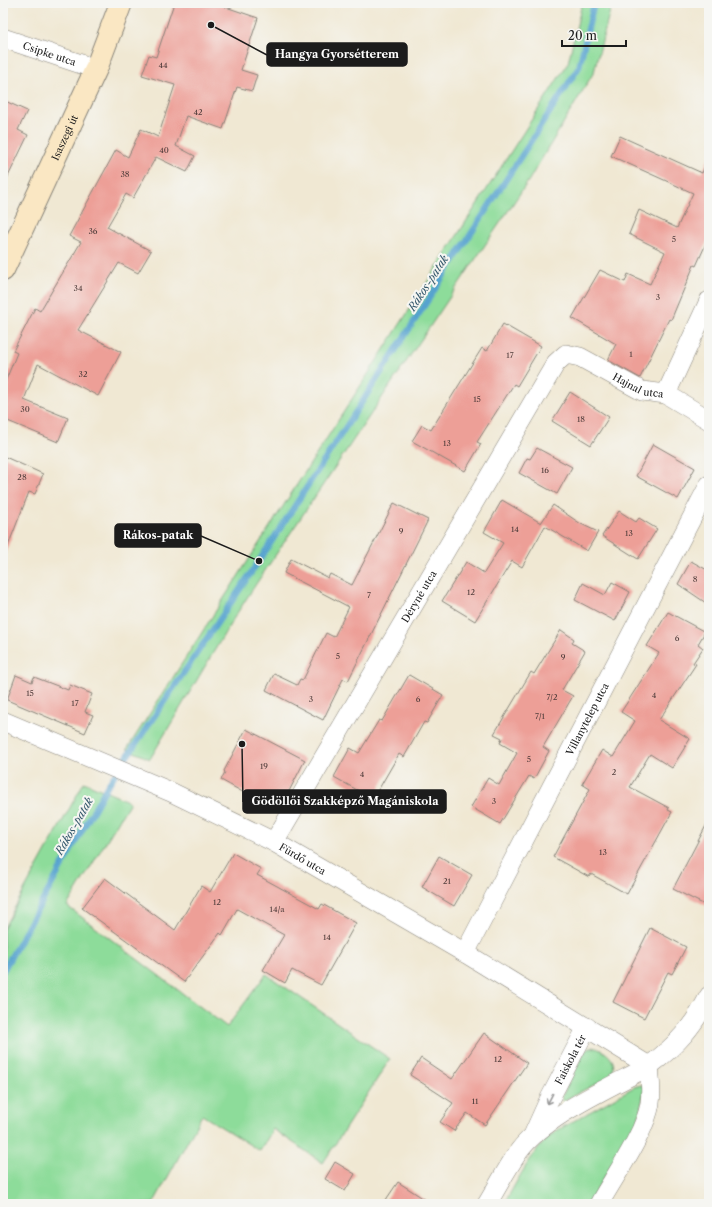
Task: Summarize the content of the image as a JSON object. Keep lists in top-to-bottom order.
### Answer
{
  "streets": {
    "main road": ["Isaszegi út"],
    "street": [
      "Csipke utca",
      "Hajnal utca",
      "Déryné utca",
      "Villanytelep utca",
      "Fürdő utca",
      "Faiskola tér"
    ]
  },
  "crossings": [
    ["Csipke utca", "Isaszegi út"],
    ["Hajnal utca", "Déryné utca"],
    ["Déryné utca", "Fürdő utca"],
    ["Villanytelep utca", "Fürdő utca"],
    ["Fürdő utca", "Faiskola tér"]
  ],
  "water": ["Rákos-patak"],
  "places": ["Hangya Gyorsétterem", "Rákos-patak", "Gödöllői Szakképző Magániskola"],
  "house_numbers": [
    "44",
    "42",
    "40",
    "38",
    "36",
    "5",
    "34",
    "3",
    "1",
    "17",
    "32",
    "15",
    "30",
    "18",
    "13",
    "16",
    "28",
    "14",
    "9",
    "13",
    "8",
    "12",
    "7",
    "6",
    "5",
    "9",
    "15",
    "4",
    "7/2",
    "3",
    "6",
    "17",
    "7/1",
    "5",
    "19",
    "2",
    "4",
    "3",
    "13",
    "21",
    "12",
    "14/a",
    "14",
    "12",
    "11"
  ],
  "scale_bar": "20 m"
}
-*-*-
- [EXERCISE DETAILS] Set down the material exactly as given, but print none of the pictures.

- [PROBLEM SOLUTION]
Task: Summarize the content of the image as a JSON object. Keep lists in top-to-bottom order.
### Answer
{
  "streets": {
    "main road": ["Isaszegi út"],
    "street": [
      "Csipke utca",
      "Hajnal utca",
      "Déryné utca",
      "Villanytelep utca",
      "Fürdő utca",
      "Faiskola tér"
    ]
  },
  "crossings": [
    ["Csipke utca", "Isaszegi út"],
    ["Hajnal utca", "Déryné utca"],
    ["Déryné utca", "Fürdő utca"],
    ["Villanytelep utca", "Fürdő utca"],
    ["Fürdő utca", "Faiskola tér"]
  ],
  "water": ["Rákos-patak"],
  "places": ["Hangya Gyorsétterem", "Rákos-patak", "Gödöllői Szakképző Magániskola"],
  "house_numbers": [
    "44",
    "42",
    "40",
    "38",
    "36",
    "5",
    "34",
    "3",
    "1",
    "17",
    "32",
    "15",
    "30",
    "18",
    "13",
    "16",
    "28",
    "14",
    "9",
    "13",
    "8",
    "12",
    "7",
    "6",
    "5",
    "9",
    "15",
    "4",
    "7/2",
    "3",
    "6",
    "17",
    "7/1",
    "5",
    "19",
    "2",
    "4",
    "3",
    "13",
    "21",
    "12",
    "14/a",
    "14",
    "12",
    "11"
  ],
  "scale_bar": "20 m"
}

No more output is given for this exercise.